The Speaker said she will take the initiative to ensure that donors take the issues into account.

PRESS RELEASE

The Speaker of Parliament, Rebecca Kadaga, has asked donors to tie aid to women-centred projects as a way of empowering local entrepreneurship.

Kadaga said since the Word Bank and other agencies place restrictions on where their funds are to be spent, it is also fair that they keep true to their mantra of supporting women.

"If they are talking about supporting women in this world, energizing them, giving them capacity, let them come with specific instructions to our governments that part of this must go to the women," Kadaga said.

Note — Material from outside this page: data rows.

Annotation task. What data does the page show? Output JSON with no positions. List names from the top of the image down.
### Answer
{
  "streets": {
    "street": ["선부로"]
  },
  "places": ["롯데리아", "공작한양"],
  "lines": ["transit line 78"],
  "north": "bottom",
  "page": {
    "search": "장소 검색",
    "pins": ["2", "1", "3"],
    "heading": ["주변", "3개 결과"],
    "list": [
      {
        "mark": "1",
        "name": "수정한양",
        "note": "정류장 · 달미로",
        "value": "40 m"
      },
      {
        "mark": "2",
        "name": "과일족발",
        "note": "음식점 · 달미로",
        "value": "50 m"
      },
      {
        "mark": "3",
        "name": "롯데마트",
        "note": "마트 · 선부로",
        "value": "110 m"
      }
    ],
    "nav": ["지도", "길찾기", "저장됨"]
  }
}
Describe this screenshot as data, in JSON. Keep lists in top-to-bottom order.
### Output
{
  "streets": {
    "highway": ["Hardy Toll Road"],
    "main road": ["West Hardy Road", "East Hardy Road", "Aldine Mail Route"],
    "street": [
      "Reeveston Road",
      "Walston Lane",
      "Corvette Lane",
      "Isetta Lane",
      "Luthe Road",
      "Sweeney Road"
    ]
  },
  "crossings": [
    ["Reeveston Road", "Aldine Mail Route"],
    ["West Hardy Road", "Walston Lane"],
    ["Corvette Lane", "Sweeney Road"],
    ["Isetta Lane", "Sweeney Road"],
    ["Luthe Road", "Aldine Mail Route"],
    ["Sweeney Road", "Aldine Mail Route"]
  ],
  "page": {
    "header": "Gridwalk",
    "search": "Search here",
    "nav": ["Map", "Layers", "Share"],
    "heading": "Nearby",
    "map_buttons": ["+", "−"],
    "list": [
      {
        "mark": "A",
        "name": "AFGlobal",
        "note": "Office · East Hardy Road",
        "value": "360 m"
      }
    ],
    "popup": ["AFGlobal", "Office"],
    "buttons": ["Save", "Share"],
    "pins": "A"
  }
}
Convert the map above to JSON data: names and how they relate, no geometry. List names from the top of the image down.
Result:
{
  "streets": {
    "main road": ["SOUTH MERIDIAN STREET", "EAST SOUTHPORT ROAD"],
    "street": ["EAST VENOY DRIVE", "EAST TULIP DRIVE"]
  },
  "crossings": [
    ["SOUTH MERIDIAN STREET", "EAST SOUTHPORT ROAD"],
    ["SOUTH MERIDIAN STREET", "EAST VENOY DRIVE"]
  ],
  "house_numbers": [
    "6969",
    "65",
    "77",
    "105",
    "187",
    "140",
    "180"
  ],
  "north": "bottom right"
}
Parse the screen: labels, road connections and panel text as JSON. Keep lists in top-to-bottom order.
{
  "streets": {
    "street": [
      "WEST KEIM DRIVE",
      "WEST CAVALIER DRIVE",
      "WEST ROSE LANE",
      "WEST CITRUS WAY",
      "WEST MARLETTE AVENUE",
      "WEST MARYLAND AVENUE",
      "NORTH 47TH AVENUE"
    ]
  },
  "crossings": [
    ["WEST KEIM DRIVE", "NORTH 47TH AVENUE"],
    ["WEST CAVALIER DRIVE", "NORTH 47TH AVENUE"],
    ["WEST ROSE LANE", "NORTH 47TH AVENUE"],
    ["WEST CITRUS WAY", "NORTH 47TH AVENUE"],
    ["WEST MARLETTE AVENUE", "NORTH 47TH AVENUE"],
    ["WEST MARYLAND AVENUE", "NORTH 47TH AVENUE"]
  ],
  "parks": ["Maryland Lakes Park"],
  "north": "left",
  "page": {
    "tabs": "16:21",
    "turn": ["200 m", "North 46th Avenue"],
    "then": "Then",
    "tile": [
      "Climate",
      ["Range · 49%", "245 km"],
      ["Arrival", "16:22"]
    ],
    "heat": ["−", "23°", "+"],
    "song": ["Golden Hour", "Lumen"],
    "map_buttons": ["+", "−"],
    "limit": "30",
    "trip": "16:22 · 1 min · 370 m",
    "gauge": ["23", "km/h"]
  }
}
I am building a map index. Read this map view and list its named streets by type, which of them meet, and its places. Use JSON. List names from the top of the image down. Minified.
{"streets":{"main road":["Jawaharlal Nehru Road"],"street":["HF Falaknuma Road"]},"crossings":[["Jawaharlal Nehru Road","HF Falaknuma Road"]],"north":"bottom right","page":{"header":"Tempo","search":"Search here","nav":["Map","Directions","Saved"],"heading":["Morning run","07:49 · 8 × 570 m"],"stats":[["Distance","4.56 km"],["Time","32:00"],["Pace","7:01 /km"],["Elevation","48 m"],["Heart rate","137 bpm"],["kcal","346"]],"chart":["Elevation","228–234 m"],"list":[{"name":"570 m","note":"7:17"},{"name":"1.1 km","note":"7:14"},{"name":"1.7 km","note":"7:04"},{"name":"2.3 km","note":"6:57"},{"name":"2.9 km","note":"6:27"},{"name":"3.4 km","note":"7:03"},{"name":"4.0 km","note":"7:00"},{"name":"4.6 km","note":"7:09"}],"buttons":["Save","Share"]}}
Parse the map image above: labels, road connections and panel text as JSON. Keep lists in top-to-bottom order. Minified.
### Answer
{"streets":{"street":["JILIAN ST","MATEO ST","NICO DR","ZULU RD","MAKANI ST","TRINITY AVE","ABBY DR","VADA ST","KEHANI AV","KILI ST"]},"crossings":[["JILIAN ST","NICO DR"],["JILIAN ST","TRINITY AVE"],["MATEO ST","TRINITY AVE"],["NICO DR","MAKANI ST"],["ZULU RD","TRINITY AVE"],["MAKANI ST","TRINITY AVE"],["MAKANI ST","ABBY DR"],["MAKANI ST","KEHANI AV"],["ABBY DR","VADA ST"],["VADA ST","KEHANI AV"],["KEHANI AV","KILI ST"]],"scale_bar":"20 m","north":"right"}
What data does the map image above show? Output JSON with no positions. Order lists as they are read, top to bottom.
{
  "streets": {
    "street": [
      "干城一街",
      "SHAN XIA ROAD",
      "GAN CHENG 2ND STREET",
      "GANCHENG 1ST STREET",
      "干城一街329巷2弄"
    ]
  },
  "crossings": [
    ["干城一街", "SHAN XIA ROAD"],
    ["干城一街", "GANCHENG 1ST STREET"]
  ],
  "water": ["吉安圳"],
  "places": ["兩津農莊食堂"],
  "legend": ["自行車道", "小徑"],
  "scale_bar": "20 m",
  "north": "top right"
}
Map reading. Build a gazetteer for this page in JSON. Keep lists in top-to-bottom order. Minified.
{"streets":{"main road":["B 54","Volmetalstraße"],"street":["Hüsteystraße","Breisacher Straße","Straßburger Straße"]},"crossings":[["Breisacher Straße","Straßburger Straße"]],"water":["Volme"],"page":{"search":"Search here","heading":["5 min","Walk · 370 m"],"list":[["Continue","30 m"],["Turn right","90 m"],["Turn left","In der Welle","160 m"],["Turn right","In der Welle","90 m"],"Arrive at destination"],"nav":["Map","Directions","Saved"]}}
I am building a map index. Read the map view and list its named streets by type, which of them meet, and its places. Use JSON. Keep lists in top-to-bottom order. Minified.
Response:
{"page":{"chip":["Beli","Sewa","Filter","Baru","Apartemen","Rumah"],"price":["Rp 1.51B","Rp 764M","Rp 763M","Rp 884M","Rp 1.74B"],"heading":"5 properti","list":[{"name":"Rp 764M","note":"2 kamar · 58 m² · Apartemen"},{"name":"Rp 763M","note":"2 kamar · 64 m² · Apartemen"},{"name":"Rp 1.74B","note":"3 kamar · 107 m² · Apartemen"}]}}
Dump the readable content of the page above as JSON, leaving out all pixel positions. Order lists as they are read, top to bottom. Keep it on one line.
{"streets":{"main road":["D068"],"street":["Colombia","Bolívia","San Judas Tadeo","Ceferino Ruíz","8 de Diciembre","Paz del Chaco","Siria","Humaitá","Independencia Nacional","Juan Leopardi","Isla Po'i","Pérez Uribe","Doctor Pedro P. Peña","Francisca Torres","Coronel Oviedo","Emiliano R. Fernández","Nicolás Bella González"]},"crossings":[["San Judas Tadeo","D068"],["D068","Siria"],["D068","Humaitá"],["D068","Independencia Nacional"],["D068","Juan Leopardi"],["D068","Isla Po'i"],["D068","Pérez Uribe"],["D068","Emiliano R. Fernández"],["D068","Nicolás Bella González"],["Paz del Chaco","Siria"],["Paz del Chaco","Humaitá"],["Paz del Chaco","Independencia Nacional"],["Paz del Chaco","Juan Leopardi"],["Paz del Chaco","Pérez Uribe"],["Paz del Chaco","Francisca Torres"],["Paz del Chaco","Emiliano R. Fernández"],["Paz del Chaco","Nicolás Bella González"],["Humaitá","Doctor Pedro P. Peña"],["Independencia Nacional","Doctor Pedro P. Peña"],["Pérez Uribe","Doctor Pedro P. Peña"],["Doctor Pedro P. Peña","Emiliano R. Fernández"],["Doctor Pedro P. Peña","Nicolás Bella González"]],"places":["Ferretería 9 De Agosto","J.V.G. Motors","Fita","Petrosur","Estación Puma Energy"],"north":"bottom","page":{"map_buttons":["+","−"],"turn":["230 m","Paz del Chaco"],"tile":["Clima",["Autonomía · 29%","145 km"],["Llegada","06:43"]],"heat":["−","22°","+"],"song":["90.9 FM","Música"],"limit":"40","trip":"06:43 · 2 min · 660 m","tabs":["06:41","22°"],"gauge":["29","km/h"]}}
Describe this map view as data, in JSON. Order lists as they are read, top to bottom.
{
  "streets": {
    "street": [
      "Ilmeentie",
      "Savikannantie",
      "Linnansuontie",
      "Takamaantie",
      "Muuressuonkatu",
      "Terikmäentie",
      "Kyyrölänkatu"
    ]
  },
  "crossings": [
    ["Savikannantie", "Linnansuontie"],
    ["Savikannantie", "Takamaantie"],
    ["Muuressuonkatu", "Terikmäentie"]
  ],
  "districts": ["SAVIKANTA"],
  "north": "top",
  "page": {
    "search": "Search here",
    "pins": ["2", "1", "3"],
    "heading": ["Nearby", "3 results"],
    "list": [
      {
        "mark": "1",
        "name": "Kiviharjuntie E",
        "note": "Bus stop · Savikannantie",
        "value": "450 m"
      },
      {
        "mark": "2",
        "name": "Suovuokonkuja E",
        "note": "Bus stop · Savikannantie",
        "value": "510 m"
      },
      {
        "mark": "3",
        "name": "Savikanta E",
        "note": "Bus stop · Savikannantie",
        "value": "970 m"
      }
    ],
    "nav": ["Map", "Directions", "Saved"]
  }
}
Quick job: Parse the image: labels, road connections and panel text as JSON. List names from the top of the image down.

She was speaking during the 62nd session of the United Nations Commission on the Status of Women at the UN headquarters in New York.

Kadaga is leading a delegation of Ugandan officials including the Minister of Gender, Labour and Social Development Janat Mukwaya, the Permanent Secretary in the Ministry of Gender Pius Bigirimana among others.

Kadaga said since budgeting is now programme based, it is better for donors to bias their financing to women projects, who constitute a majority of the rural workforce.

The Speaker said she will take the initiative to ensure that donors take the issues into account.

On the sidelines of the conference, Kadaga met with American citizens of Ugandan descent, who she said should be assisted to participate in economic activities in Uganda.

"This forum is extremely important because it is the forum of the second generation of Americans of Ugandan descent… as a government we need to provide the necessary environment so that they can operate economic activities in both worlds," she said.

Uganda's Permanent Representative to the United Nations in New York Ambassador Adonia Ayebare said supporting the diaspora to invest in Uganda is a sure way to benefitting from their contributions.

"When we have grassroots movements like this bringing people together about the issues that affect them in the Diaspora…once you have these movements in the coming years, you will have a genuine Diaspora community," Ayebare said.